> _Task to complete_: Write back every entry exactly as it reads, with the pictures left behind.

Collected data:
>>>>

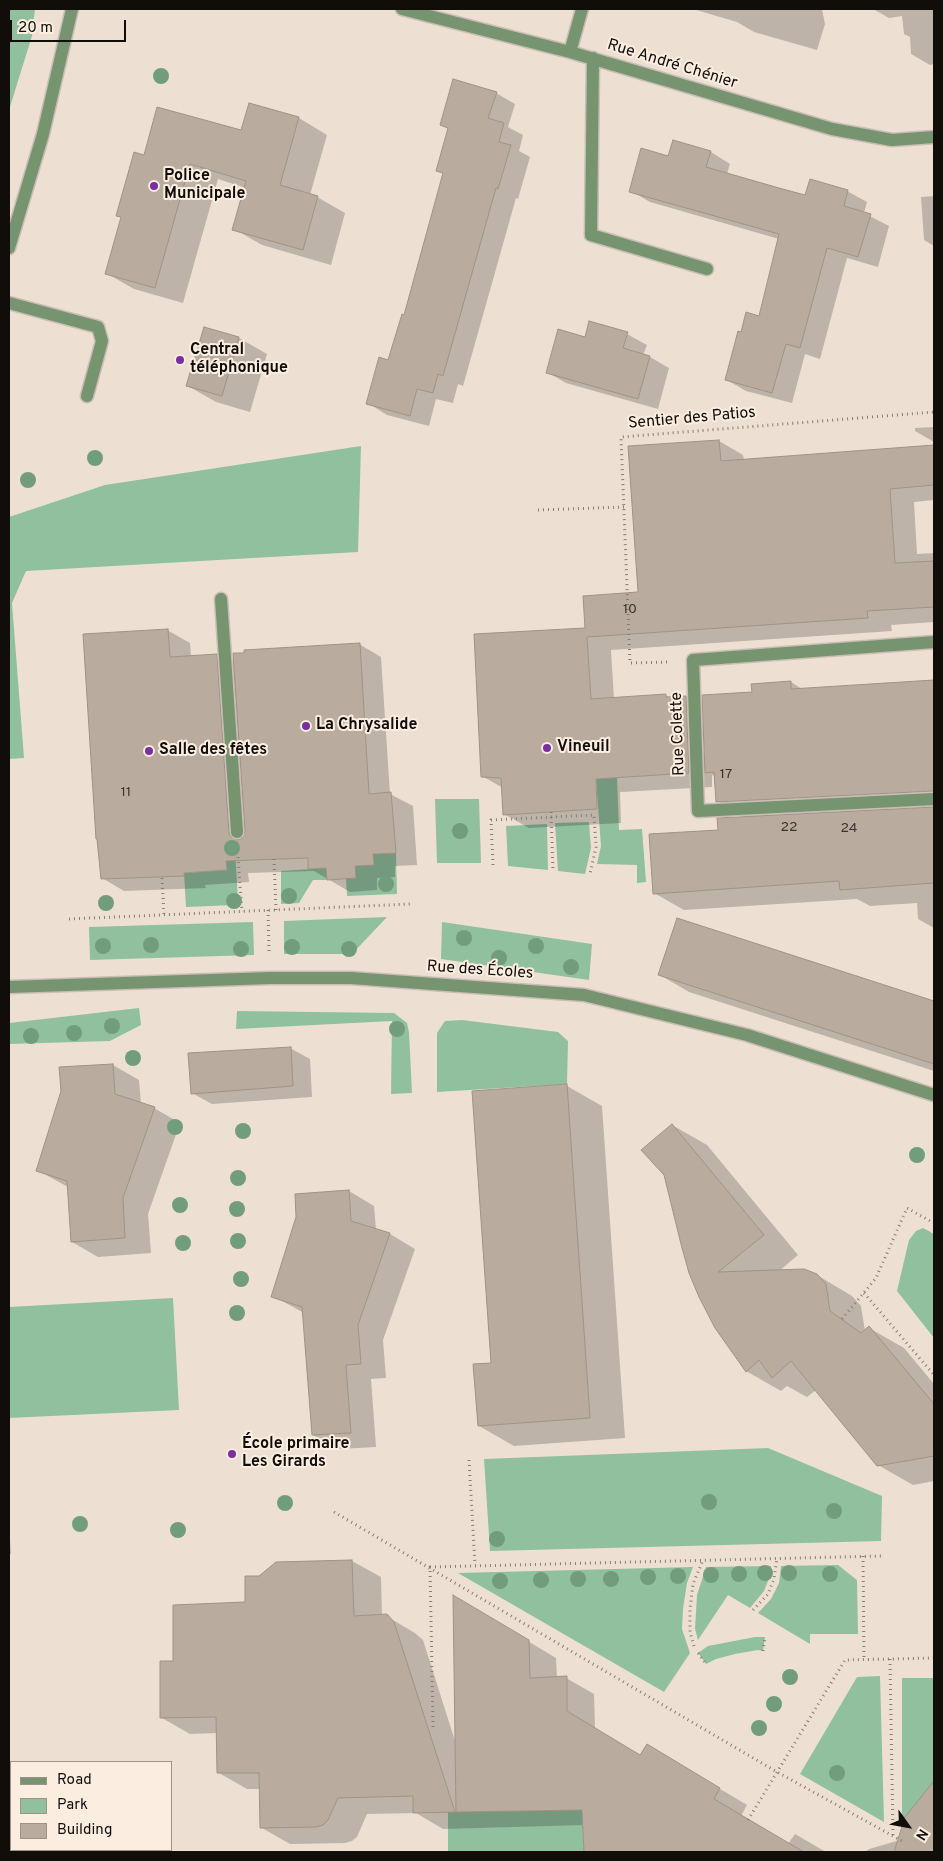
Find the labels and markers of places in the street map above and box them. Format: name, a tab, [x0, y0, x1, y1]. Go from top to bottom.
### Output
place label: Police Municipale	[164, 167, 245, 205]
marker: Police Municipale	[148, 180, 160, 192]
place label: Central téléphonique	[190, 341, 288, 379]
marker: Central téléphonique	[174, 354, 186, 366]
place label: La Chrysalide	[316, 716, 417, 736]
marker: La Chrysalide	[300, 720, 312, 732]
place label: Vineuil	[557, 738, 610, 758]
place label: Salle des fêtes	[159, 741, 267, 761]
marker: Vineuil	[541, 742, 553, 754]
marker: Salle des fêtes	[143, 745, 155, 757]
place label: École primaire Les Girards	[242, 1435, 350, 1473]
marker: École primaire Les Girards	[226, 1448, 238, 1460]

<<<<

> _Result for this task_:
Find the labels and markers of places in the street map above and box them. Format: name, a tab, [x0, y0, x1, y1]. Go from top to bottom.
### Output
place label: Police Municipale	[164, 167, 245, 205]
marker: Police Municipale	[148, 180, 160, 192]
place label: Central téléphonique	[190, 341, 288, 379]
marker: Central téléphonique	[174, 354, 186, 366]
place label: La Chrysalide	[316, 716, 417, 736]
marker: La Chrysalide	[300, 720, 312, 732]
place label: Vineuil	[557, 738, 610, 758]
place label: Salle des fêtes	[159, 741, 267, 761]
marker: Vineuil	[541, 742, 553, 754]
marker: Salle des fêtes	[143, 745, 155, 757]
place label: École primaire Les Girards	[242, 1435, 350, 1473]
marker: École primaire Les Girards	[226, 1448, 238, 1460]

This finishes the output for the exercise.